## About this exercise
Filter the material, keeping only lines with the word "stream".

## Provided information
#####

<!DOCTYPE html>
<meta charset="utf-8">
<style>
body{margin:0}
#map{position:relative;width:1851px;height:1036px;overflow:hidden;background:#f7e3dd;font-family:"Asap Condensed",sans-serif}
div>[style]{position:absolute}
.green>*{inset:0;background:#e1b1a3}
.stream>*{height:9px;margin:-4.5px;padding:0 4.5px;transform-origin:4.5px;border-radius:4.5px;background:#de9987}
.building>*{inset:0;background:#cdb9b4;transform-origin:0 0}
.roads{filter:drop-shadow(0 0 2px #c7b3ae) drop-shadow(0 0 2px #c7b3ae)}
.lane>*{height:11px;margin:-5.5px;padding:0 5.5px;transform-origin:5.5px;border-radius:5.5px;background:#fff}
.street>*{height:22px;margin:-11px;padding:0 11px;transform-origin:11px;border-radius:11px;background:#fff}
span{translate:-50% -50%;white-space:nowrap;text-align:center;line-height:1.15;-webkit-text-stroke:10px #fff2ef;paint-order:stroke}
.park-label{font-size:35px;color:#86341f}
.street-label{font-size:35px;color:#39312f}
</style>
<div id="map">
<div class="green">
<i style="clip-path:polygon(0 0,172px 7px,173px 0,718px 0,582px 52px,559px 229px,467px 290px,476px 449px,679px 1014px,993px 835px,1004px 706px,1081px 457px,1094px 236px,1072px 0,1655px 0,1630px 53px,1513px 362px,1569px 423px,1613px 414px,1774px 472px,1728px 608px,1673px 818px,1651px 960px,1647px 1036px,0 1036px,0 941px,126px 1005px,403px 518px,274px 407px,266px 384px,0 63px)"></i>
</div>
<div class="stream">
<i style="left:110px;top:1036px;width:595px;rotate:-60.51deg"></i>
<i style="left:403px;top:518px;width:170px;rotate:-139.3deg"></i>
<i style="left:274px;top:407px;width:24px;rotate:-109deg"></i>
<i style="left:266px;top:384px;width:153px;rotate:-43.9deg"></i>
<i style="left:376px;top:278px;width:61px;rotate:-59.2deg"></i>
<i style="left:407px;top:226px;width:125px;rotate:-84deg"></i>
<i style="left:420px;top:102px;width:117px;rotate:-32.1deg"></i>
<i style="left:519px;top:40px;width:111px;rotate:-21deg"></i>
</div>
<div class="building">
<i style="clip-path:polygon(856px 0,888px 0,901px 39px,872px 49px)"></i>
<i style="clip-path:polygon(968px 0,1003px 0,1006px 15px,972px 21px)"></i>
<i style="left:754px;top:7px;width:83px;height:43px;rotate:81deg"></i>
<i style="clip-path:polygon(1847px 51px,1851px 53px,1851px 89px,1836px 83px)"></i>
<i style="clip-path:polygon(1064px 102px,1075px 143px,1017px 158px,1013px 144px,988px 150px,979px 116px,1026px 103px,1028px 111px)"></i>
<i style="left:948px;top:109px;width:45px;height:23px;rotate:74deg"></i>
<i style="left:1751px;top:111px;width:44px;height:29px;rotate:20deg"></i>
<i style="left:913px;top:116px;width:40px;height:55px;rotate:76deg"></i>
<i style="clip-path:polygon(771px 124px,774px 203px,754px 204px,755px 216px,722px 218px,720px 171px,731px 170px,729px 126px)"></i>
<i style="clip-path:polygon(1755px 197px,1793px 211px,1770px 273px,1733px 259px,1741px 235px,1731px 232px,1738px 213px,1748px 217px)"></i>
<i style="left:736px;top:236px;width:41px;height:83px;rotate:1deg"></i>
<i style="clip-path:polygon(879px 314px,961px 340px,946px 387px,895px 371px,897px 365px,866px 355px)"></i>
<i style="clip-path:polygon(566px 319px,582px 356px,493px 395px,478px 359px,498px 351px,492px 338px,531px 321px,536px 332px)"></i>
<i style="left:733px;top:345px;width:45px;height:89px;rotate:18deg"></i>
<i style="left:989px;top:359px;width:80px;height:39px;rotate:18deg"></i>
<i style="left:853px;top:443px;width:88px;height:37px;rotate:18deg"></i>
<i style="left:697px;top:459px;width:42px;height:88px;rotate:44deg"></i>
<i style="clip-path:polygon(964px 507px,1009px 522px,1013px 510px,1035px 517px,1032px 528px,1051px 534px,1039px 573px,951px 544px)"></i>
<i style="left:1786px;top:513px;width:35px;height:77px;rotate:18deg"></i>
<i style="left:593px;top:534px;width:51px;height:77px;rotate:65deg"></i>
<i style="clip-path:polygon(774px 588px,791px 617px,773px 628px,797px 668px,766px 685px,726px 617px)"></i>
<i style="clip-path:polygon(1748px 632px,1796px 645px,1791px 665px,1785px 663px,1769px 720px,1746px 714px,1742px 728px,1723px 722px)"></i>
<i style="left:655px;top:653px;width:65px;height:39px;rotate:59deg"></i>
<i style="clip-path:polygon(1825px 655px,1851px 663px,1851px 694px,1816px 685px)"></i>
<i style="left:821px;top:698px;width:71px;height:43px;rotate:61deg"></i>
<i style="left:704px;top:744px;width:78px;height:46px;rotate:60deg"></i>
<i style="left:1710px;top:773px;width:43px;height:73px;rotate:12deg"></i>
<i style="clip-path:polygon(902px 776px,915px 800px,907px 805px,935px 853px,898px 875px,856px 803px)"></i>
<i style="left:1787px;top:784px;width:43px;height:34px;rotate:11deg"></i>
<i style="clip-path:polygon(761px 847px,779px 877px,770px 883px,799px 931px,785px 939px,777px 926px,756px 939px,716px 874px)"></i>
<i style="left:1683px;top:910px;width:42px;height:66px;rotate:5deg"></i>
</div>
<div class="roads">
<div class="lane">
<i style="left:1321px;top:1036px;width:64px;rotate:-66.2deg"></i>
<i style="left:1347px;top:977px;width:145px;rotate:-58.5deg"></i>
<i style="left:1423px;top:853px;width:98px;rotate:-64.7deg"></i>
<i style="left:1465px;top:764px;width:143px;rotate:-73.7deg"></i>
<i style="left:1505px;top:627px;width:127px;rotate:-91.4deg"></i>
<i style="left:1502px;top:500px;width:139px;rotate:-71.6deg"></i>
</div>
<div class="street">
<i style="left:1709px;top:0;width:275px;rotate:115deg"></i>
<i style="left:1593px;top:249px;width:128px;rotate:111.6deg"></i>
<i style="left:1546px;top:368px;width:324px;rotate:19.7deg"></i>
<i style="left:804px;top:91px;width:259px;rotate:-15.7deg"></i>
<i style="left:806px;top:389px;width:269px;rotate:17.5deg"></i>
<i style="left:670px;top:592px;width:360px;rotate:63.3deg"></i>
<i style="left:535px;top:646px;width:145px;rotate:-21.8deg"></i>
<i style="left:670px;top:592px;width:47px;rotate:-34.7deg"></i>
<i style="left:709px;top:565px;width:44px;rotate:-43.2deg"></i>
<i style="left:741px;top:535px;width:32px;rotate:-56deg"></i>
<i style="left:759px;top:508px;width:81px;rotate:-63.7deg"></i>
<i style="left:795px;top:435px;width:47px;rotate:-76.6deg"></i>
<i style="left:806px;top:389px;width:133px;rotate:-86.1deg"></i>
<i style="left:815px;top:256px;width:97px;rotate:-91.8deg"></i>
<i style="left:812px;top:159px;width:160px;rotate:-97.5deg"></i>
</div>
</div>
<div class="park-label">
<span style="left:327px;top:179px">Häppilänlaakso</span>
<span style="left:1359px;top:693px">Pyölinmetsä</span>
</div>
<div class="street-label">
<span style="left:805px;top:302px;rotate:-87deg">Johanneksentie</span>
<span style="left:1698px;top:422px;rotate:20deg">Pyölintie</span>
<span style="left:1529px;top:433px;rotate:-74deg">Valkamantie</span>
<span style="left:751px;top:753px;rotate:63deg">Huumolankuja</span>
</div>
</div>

#####

## Your response
.stream>*{height:9px;margin:-4.5px;padding:0 4.5px;transform-origin:4.5px;border-radius:4.5px;background:#de9987}
<div class="stream">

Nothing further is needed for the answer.